In Computer Science, sometimes we're assigned to reproduce the results presented by a paper that already have been published. In many cases (most of them) the code is not available, making the task more difficult.

But this questions is related to the cases where the code is available, however, many things author do in his code are not described in the published paper.

  • Is this ethical?

  • How to proceed when many things presented in the code are not explained in the original manuscript?

  • What if the code disappear from author's page?
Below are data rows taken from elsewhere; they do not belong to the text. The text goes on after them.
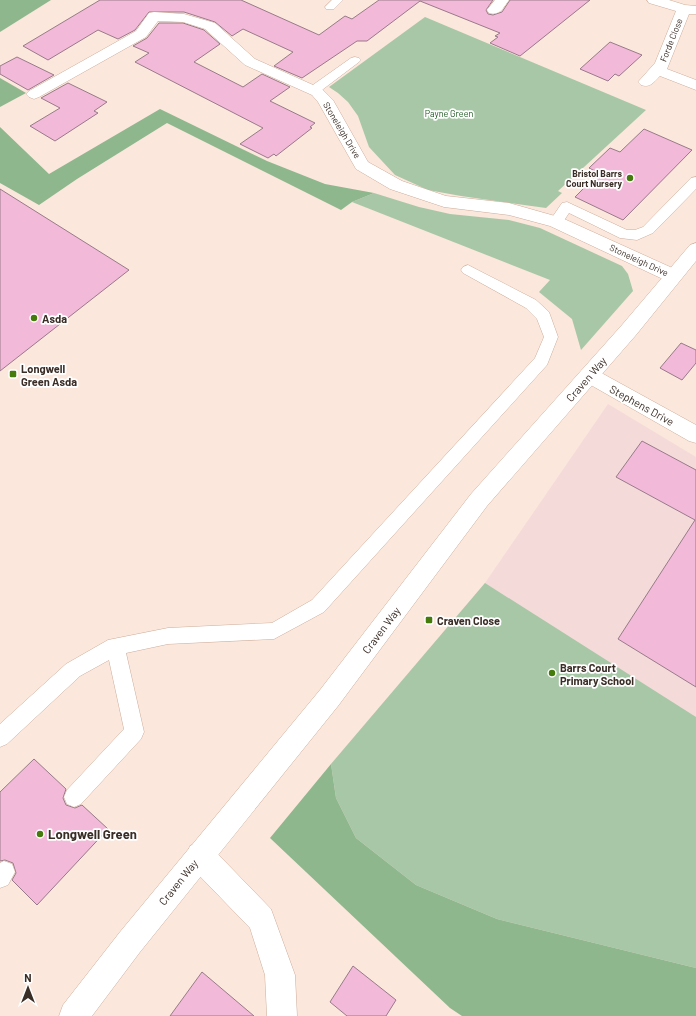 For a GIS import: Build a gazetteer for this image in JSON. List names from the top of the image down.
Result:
{
  "streets": {
    "street": [
      "Forde Close",
      "Stoneleigh Drive",
      "Craven Way",
      "Stephens Drive"
    ]
  },
  "crossings": [
    ["Stoneleigh Drive", "Craven Way"],
    ["Craven Way", "Stephens Drive"]
  ],
  "parks": ["Payne Green"],
  "places": {
    "other": [
      "Bristol Barrs Court Nursery",
      "Asda",
      "Barrs Court Primary School",
      "Longwell Green"
    ],
    "transit": ["Longwell Green Asda", "Craven Close"]
  },
  "north": "top"
}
Will the results exist in the universe once again?

Disclaimer

  • This is not about minor details in the code, but huge holes of dark matter.

  • Let's assume that we're talking about Journal papers with more than 10 pages.

15
  • 22
    Blame journal page and word count limits, which make describing everything that the software does completely impossible.
    – Ben Voigt
    Commented Dec 6, 2015 at 20:30
  • 3
    Let's blame the journals and make them full of things that people will never be able to reproduce.
    – Eliezer
    Commented Dec 6, 2015 at 20:32
  • 4
    How can one as the reader of the paper be certain that the "huge holes of dark matter" aren't, in fact, perceived as trivial details by the authors, or details that are largely outweighed by other contributions? I think there is a matter of perspective that one should take into account. I often completely disagree with an author about the main contribution of her/his paper.
    – user38309
    Commented Dec 7, 2015 at 0:01
  • 3
    Maybe CS is different, but I thought the paper is the primary contribution, and the code only exists to justify the results in the paper. So IMO the important question should be, does the code produce the results that the paper claims it does? It seems like you're asking something different, namely whether the paper completely explains the code.
    – David Z
    Commented Dec 7, 2015 at 7:08
  • 2
    @SylvainPeyronnet Because very often the code specifies something slightly different than the authors thought it did or intended it to (logical bugs are a thing). That means the binary may be a result that was unexpected and generally, but not always, meets some expectation that is different than expected. This is pretty much every logical bug ever. Code documents intent whereas the binary is only a raw implementation of one outcome of one compilation on one platform. This doesn't even touch on incidental differences in binaries, such as differences between compilers.
    – zxq9
    Commented Dec 22, 2015 at 18:23

5 Answers 5

27

As a researcher, I'm generally very keen on including as many implementation details as possible. However:

  1. There is rarely the room available in a paper to describe every detail of an implementation.
  2. Describing every detail of an implementation in prose often takes substantially more work than writing the program in the first place. The meaning of code (which is written in a formal language) is generally unambiguous; the meaning of prose (which is written in natural language) can often be ambiguous. Resolving the ambiguities in the prose takes time, effort and care -- it's often harder than writing the code.
  3. Researchers are generally both very busy, and under a lot of pressure from above to produce quick results and move onto new projects. Resisting this pressure to bring existing work to a tidy conclusion is a good thing, but there are limits to how long you can spend doing this, and sadly the reward structure in academia provides little incentive to do it.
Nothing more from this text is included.